For each line below that includes the word "this", make a copy.

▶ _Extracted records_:
#####

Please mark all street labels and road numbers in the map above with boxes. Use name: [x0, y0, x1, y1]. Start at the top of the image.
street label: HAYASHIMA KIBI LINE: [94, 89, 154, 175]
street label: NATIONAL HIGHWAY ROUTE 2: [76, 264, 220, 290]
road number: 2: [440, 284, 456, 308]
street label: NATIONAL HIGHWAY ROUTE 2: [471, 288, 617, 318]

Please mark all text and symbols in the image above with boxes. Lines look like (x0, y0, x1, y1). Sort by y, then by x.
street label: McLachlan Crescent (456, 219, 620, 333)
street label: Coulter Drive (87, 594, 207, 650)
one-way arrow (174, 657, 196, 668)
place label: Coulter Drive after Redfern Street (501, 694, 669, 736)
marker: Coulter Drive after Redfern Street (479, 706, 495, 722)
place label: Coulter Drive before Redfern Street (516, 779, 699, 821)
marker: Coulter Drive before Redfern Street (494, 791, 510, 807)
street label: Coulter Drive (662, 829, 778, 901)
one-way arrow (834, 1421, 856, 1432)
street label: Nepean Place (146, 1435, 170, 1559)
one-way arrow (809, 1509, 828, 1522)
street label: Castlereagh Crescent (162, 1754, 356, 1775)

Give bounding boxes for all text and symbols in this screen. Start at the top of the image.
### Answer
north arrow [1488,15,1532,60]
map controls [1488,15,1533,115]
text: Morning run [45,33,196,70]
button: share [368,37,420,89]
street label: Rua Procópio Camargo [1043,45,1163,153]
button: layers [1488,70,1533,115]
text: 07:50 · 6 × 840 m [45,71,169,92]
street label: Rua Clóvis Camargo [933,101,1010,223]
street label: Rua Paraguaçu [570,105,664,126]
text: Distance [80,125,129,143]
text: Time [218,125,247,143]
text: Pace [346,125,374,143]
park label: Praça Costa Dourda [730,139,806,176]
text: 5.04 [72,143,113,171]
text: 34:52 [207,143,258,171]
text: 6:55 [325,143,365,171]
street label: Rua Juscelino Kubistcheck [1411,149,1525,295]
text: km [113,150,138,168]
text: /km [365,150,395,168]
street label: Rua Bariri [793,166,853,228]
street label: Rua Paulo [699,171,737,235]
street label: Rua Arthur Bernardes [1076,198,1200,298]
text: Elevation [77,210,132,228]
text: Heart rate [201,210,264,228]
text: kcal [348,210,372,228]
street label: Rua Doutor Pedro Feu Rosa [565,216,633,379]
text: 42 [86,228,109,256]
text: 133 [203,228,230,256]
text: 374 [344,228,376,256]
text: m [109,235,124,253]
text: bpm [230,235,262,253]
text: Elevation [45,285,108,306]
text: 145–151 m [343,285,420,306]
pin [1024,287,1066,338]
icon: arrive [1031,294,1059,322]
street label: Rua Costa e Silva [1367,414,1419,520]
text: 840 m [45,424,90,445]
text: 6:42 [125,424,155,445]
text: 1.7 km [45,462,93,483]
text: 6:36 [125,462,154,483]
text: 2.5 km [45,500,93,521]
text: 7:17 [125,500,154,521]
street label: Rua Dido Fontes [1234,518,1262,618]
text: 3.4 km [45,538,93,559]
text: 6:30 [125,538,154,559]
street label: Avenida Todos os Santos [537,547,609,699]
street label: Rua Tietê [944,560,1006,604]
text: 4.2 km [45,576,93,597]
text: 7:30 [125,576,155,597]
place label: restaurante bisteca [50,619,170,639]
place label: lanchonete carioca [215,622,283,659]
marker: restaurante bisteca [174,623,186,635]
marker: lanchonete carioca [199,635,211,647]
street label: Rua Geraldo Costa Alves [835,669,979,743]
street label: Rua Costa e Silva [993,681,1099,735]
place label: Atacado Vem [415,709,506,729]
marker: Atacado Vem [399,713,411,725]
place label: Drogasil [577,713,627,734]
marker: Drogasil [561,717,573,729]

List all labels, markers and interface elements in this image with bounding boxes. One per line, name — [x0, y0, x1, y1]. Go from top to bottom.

#####

▶ _WRITTEN SOLUTION_:
Give bounding boxes for all text and symbols in this screen. Start at the top of the image.
List all labels, markers and interface elements in this image with bounding boxes. One per line, name — [x0, y0, x1, y1]. Go from top to bottom.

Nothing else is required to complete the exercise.